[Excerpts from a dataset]
************

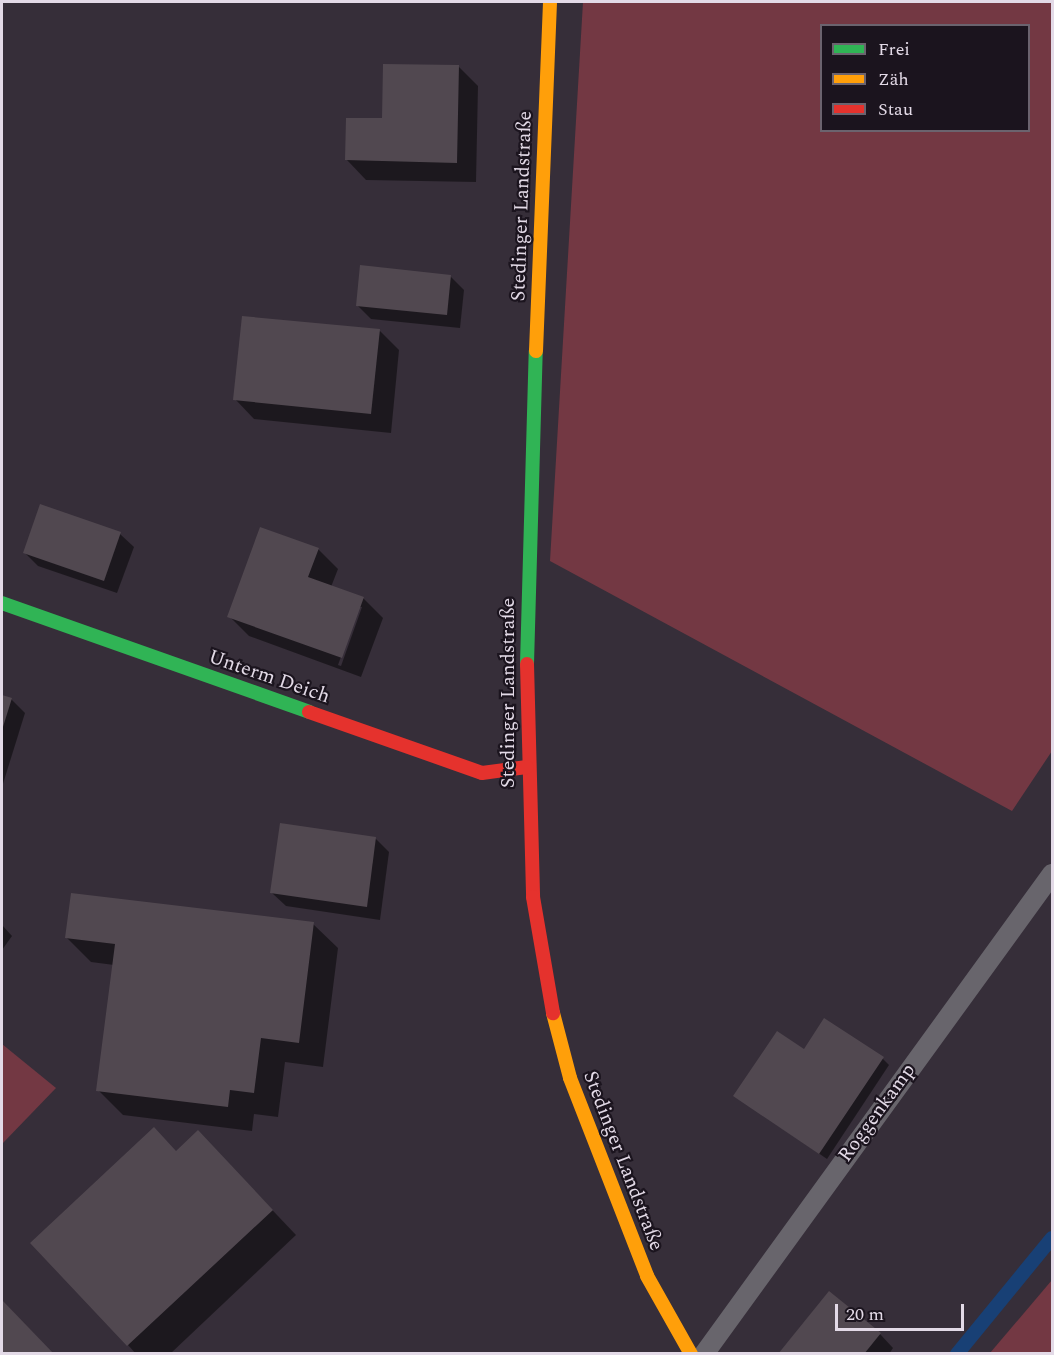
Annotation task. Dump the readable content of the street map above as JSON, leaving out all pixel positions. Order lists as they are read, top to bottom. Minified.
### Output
{"streets":{"main road":["Stedinger Landstraße","Unterm Deich"],"lane":["Roggenkamp"]},"crossings":[["Stedinger Landstraße","Unterm Deich"]],"legend":["Frei","Zäh","Stau"],"scale_bar":"20 m"}
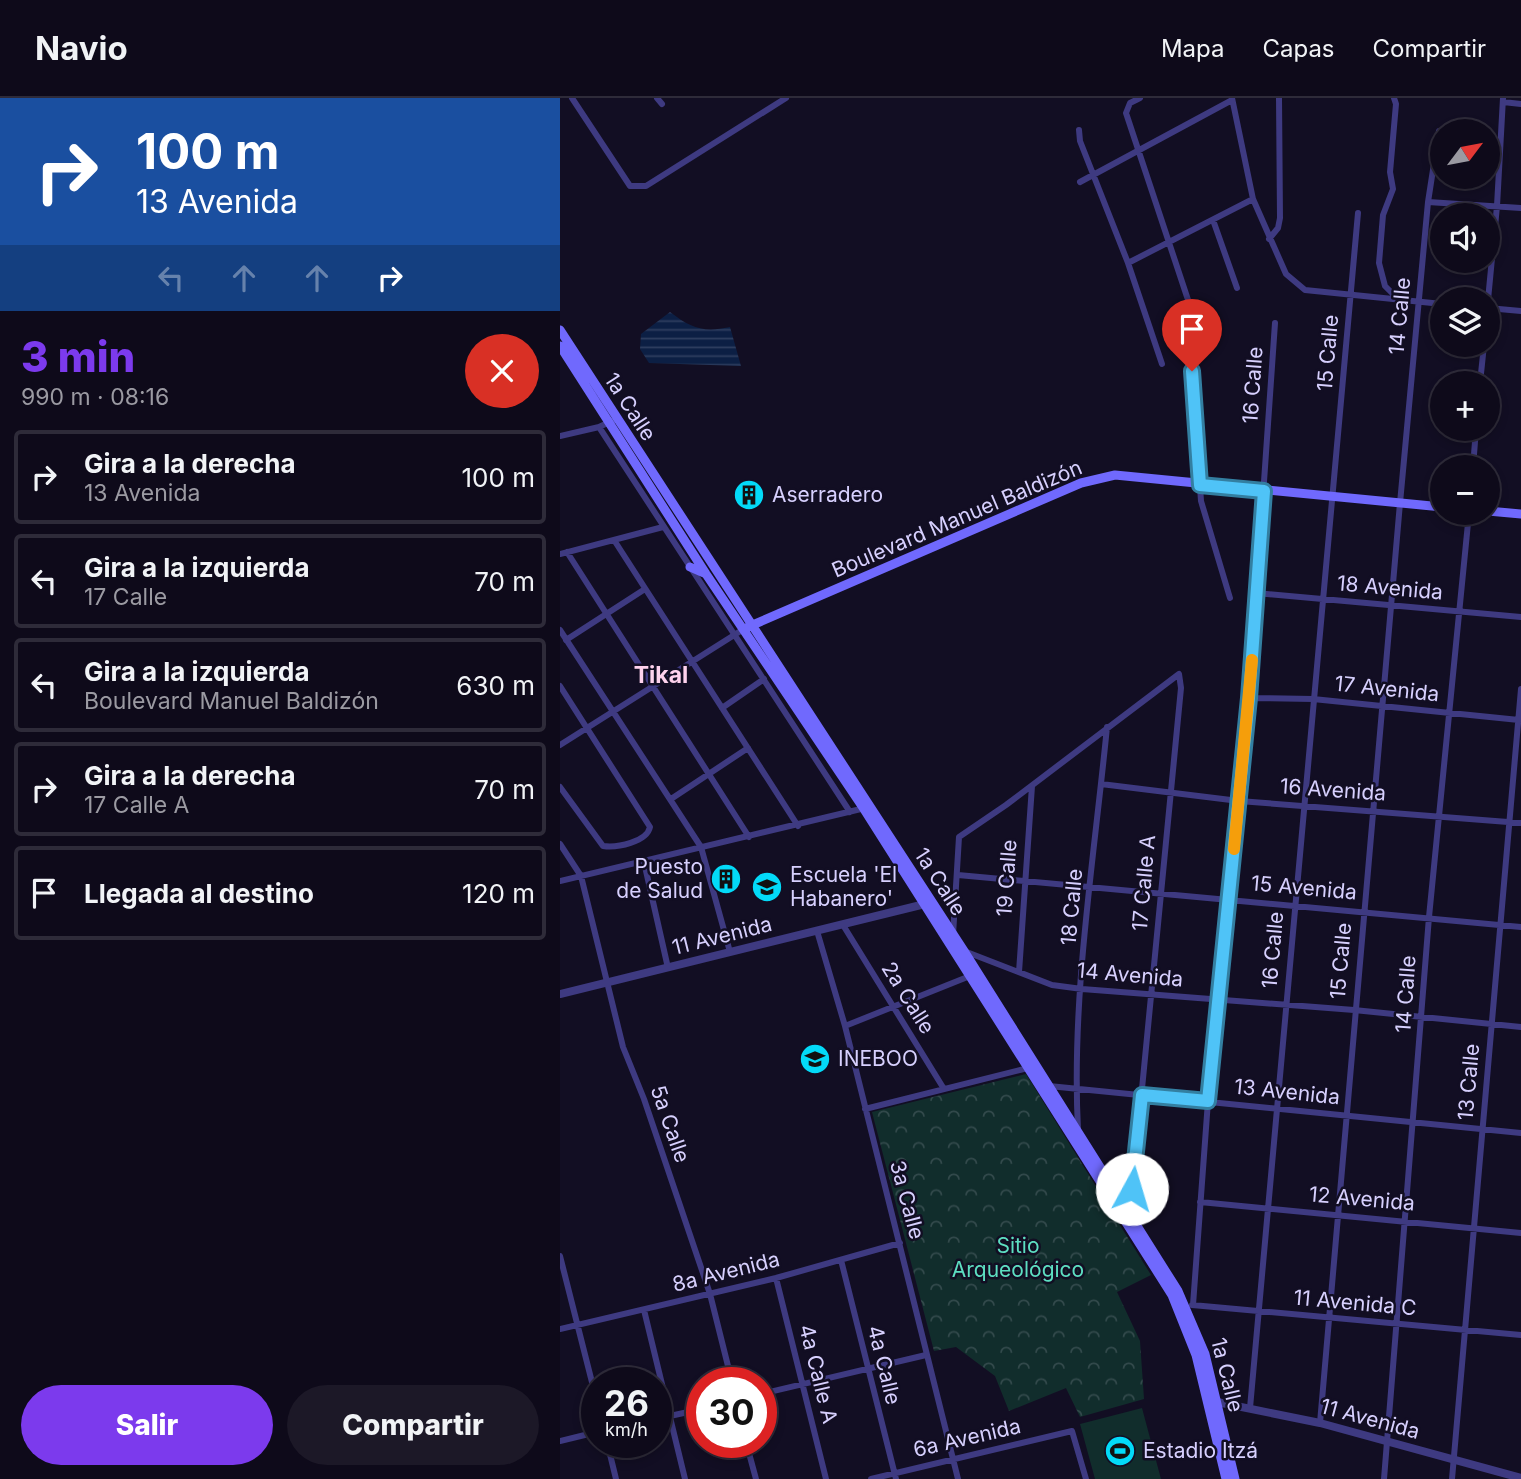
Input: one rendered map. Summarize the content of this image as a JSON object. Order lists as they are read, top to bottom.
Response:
{
  "streets": {
    "main road": ["1a Calle", "Boulevard Manuel Baldizón"],
    "street": [
      "14 Calle",
      "15 Calle",
      "16 Calle",
      "18 Avenida",
      "17 Avenida",
      "16 Avenida",
      "19 Calle",
      "17 Calle A",
      "15 Avenida",
      "18 Calle",
      "11 Avenida",
      "14 Avenida",
      "2a Calle",
      "13 Calle",
      "13 Avenida",
      "5a Calle",
      "12 Avenida",
      "3a Calle",
      "8a Avenida",
      "11 Avenida C",
      "4a Calle",
      "4a Calle A",
      "6a Avenida"
    ]
  },
  "crossings": [
    ["14 Calle", "15 Calle"],
    ["14 Calle", "Boulevard Manuel Baldizón"],
    ["14 Calle", "18 Avenida"],
    ["14 Calle", "17 Avenida"],
    ["14 Calle", "16 Avenida"],
    ["14 Calle", "15 Avenida"],
    ["14 Calle", "11 Avenida"],
    ["14 Calle", "14 Avenida"],
    ["14 Calle", "13 Avenida"],
    ["14 Calle", "12 Avenida"],
    ["14 Calle", "11 Avenida C"],
    ["15 Calle", "16 Calle"],
    ["15 Calle", "Boulevard Manuel Baldizón"],
    ["15 Calle", "18 Avenida"],
    ["15 Calle", "17 Avenida"],
    ["15 Calle", "16 Avenida"],
    ["15 Calle", "15 Avenida"],
    ["15 Calle", "11 Avenida"],
    ["15 Calle", "14 Avenida"],
    ["15 Calle", "13 Avenida"],
    ["15 Calle", "12 Avenida"],
    ["15 Calle", "11 Avenida C"],
    ["16 Calle", "1a Calle"],
    ["16 Calle", "Boulevard Manuel Baldizón"],
    ["16 Calle", "18 Avenida"],
    ["16 Calle", "17 Avenida"],
    ["16 Calle", "16 Avenida"],
    ["16 Calle", "15 Avenida"],
    ["16 Calle", "11 Avenida"],
    ["16 Calle", "14 Avenida"],
    ["16 Calle", "13 Avenida"],
    ["16 Calle", "12 Avenida"],
    ["16 Calle", "11 Avenida C"],
    ["1a Calle", "Boulevard Manuel Baldizón"],
    ["1a Calle", "17 Calle A"],
    ["1a Calle", "18 Calle"],
    ["1a Calle", "11 Avenida"],
    ["1a Calle", "14 Avenida"],
    ["1a Calle", "13 Avenida"],
    ["1a Calle", "11 Avenida C"],
    ["17 Avenida", "13 Calle"],
    ["16 Avenida", "17 Calle A"],
    ["16 Avenida", "18 Calle"],
    ["16 Avenida", "13 Calle"],
    ["19 Calle", "15 Avenida"],
    ["19 Calle", "14 Avenida"],
    ["17 Calle A", "15 Avenida"],
    ["17 Calle A", "18 Calle"],
    ["17 Calle A", "14 Avenida"],
    ["17 Calle A", "13 Avenida"],
    ["15 Avenida", "18 Calle"],
    ["15 Avenida", "13 Calle"],
    ["18 Calle", "14 Avenida"],
    ["18 Calle", "13 Avenida"],
    ["11 Avenida", "2a Calle"],
    ["11 Avenida", "13 Calle"],
    ["11 Avenida", "5a Calle"],
    ["11 Avenida", "3a Calle"],
    ["14 Avenida", "13 Calle"],
    ["13 Calle", "13 Avenida"],
    ["13 Calle", "12 Avenida"],
    ["13 Calle", "11 Avenida C"],
    ["5a Calle", "8a Avenida"],
    ["3a Calle", "8a Avenida"],
    ["3a Calle", "6a Avenida"],
    ["8a Avenida", "4a Calle"],
    ["8a Avenida", "4a Calle A"],
    ["4a Calle", "6a Avenida"]
  ],
  "districts": ["Tikal"],
  "parks": ["Sitio Arqueológico"],
  "places": {
    "building": ["Aserradero", "Puesto de Salud"],
    "school or university": ["Escuela 'El Habanero'", "INEBOO"],
    "sports": ["Estadio Itzá"]
  },
  "north": "top right",
  "page": {
    "header": "Navio",
    "nav": ["Mapa", "Capas", "Compartir"],
    "turn": ["100 m", "13 Avenida"],
    "map_buttons": ["+", "−"],
    "heading": ["3 min", "990 m · 08:16"],
    "list": [
      {
        "name": "Gira a la derecha",
        "note": "13 Avenida",
        "value": "100 m"
      },
      {
        "name": "Gira a la izquierda",
        "note": "17 Calle",
        "value": "70 m"
      },
      {
        "name": "Gira a la izquierda",
        "note": "Boulevard Manuel Baldizón",
        "value": "630 m"
      },
      {
        "name": "Gira a la derecha",
        "note": "17 Calle A",
        "value": "70 m"
      },
      {
        "name": "Llegada al destino",
        "value": "120 m"
      }
    ],
    "speed": "26 km/h",
    "limit": "30",
    "buttons": ["Salir", "Compartir"]
  }
}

************

__Work to be completed__: Please print the data above once more, exactly and without images.

__Exercise answer__:
Annotation task. Dump the readable content of the street map above as JSON, leaving out all pixel positions. Order lists as they are read, top to bottom. Minified.
### Output
{"streets":{"main road":["Stedinger Landstraße","Unterm Deich"],"lane":["Roggenkamp"]},"crossings":[["Stedinger Landstraße","Unterm Deich"]],"legend":["Frei","Zäh","Stau"],"scale_bar":"20 m"}
Input: one rendered map. Summarize the content of this image as a JSON object. Order lists as they are read, top to bottom.
Response:
{
  "streets": {
    "main road": ["1a Calle", "Boulevard Manuel Baldizón"],
    "street": [
      "14 Calle",
      "15 Calle",
      "16 Calle",
      "18 Avenida",
      "17 Avenida",
      "16 Avenida",
      "19 Calle",
      "17 Calle A",
      "15 Avenida",
      "18 Calle",
      "11 Avenida",
      "14 Avenida",
      "2a Calle",
      "13 Calle",
      "13 Avenida",
      "5a Calle",
      "12 Avenida",
      "3a Calle",
      "8a Avenida",
      "11 Avenida C",
      "4a Calle",
      "4a Calle A",
      "6a Avenida"
    ]
  },
  "crossings": [
    ["14 Calle", "15 Calle"],
    ["14 Calle", "Boulevard Manuel Baldizón"],
    ["14 Calle", "18 Avenida"],
    ["14 Calle", "17 Avenida"],
    ["14 Calle", "16 Avenida"],
    ["14 Calle", "15 Avenida"],
    ["14 Calle", "11 Avenida"],
    ["14 Calle", "14 Avenida"],
    ["14 Calle", "13 Avenida"],
    ["14 Calle", "12 Avenida"],
    ["14 Calle", "11 Avenida C"],
    ["15 Calle", "16 Calle"],
    ["15 Calle", "Boulevard Manuel Baldizón"],
    ["15 Calle", "18 Avenida"],
    ["15 Calle", "17 Avenida"],
    ["15 Calle", "16 Avenida"],
    ["15 Calle", "15 Avenida"],
    ["15 Calle", "11 Avenida"],
    ["15 Calle", "14 Avenida"],
    ["15 Calle", "13 Avenida"],
    ["15 Calle", "12 Avenida"],
    ["15 Calle", "11 Avenida C"],
    ["16 Calle", "1a Calle"],
    ["16 Calle", "Boulevard Manuel Baldizón"],
    ["16 Calle", "18 Avenida"],
    ["16 Calle", "17 Avenida"],
    ["16 Calle", "16 Avenida"],
    ["16 Calle", "15 Avenida"],
    ["16 Calle", "11 Avenida"],
    ["16 Calle", "14 Avenida"],
    ["16 Calle", "13 Avenida"],
    ["16 Calle", "12 Avenida"],
    ["16 Calle", "11 Avenida C"],
    ["1a Calle", "Boulevard Manuel Baldizón"],
    ["1a Calle", "17 Calle A"],
    ["1a Calle", "18 Calle"],
    ["1a Calle", "11 Avenida"],
    ["1a Calle", "14 Avenida"],
    ["1a Calle", "13 Avenida"],
    ["1a Calle", "11 Avenida C"],
    ["17 Avenida", "13 Calle"],
    ["16 Avenida", "17 Calle A"],
    ["16 Avenida", "18 Calle"],
    ["16 Avenida", "13 Calle"],
    ["19 Calle", "15 Avenida"],
    ["19 Calle", "14 Avenida"],
    ["17 Calle A", "15 Avenida"],
    ["17 Calle A", "18 Calle"],
    ["17 Calle A", "14 Avenida"],
    ["17 Calle A", "13 Avenida"],
    ["15 Avenida", "18 Calle"],
    ["15 Avenida", "13 Calle"],
    ["18 Calle", "14 Avenida"],
    ["18 Calle", "13 Avenida"],
    ["11 Avenida", "2a Calle"],
    ["11 Avenida", "13 Calle"],
    ["11 Avenida", "5a Calle"],
    ["11 Avenida", "3a Calle"],
    ["14 Avenida", "13 Calle"],
    ["13 Calle", "13 Avenida"],
    ["13 Calle", "12 Avenida"],
    ["13 Calle", "11 Avenida C"],
    ["5a Calle", "8a Avenida"],
    ["3a Calle", "8a Avenida"],
    ["3a Calle", "6a Avenida"],
    ["8a Avenida", "4a Calle"],
    ["8a Avenida", "4a Calle A"],
    ["4a Calle", "6a Avenida"]
  ],
  "districts": ["Tikal"],
  "parks": ["Sitio Arqueológico"],
  "places": {
    "building": ["Aserradero", "Puesto de Salud"],
    "school or university": ["Escuela 'El Habanero'", "INEBOO"],
    "sports": ["Estadio Itzá"]
  },
  "north": "top right",
  "page": {
    "header": "Navio",
    "nav": ["Mapa", "Capas", "Compartir"],
    "turn": ["100 m", "13 Avenida"],
    "map_buttons": ["+", "−"],
    "heading": ["3 min", "990 m · 08:16"],
    "list": [
      {
        "name": "Gira a la derecha",
        "note": "13 Avenida",
        "value": "100 m"
      },
      {
        "name": "Gira a la izquierda",
        "note": "17 Calle",
        "value": "70 m"
      },
      {
        "name": "Gira a la izquierda",
        "note": "Boulevard Manuel Baldizón",
        "value": "630 m"
      },
      {
        "name": "Gira a la derecha",
        "note": "17 Calle A",
        "value": "70 m"
      },
      {
        "name": "Llegada al destino",
        "value": "120 m"
      }
    ],
    "speed": "26 km/h",
    "limit": "30",
    "buttons": ["Salir", "Compartir"]
  }
}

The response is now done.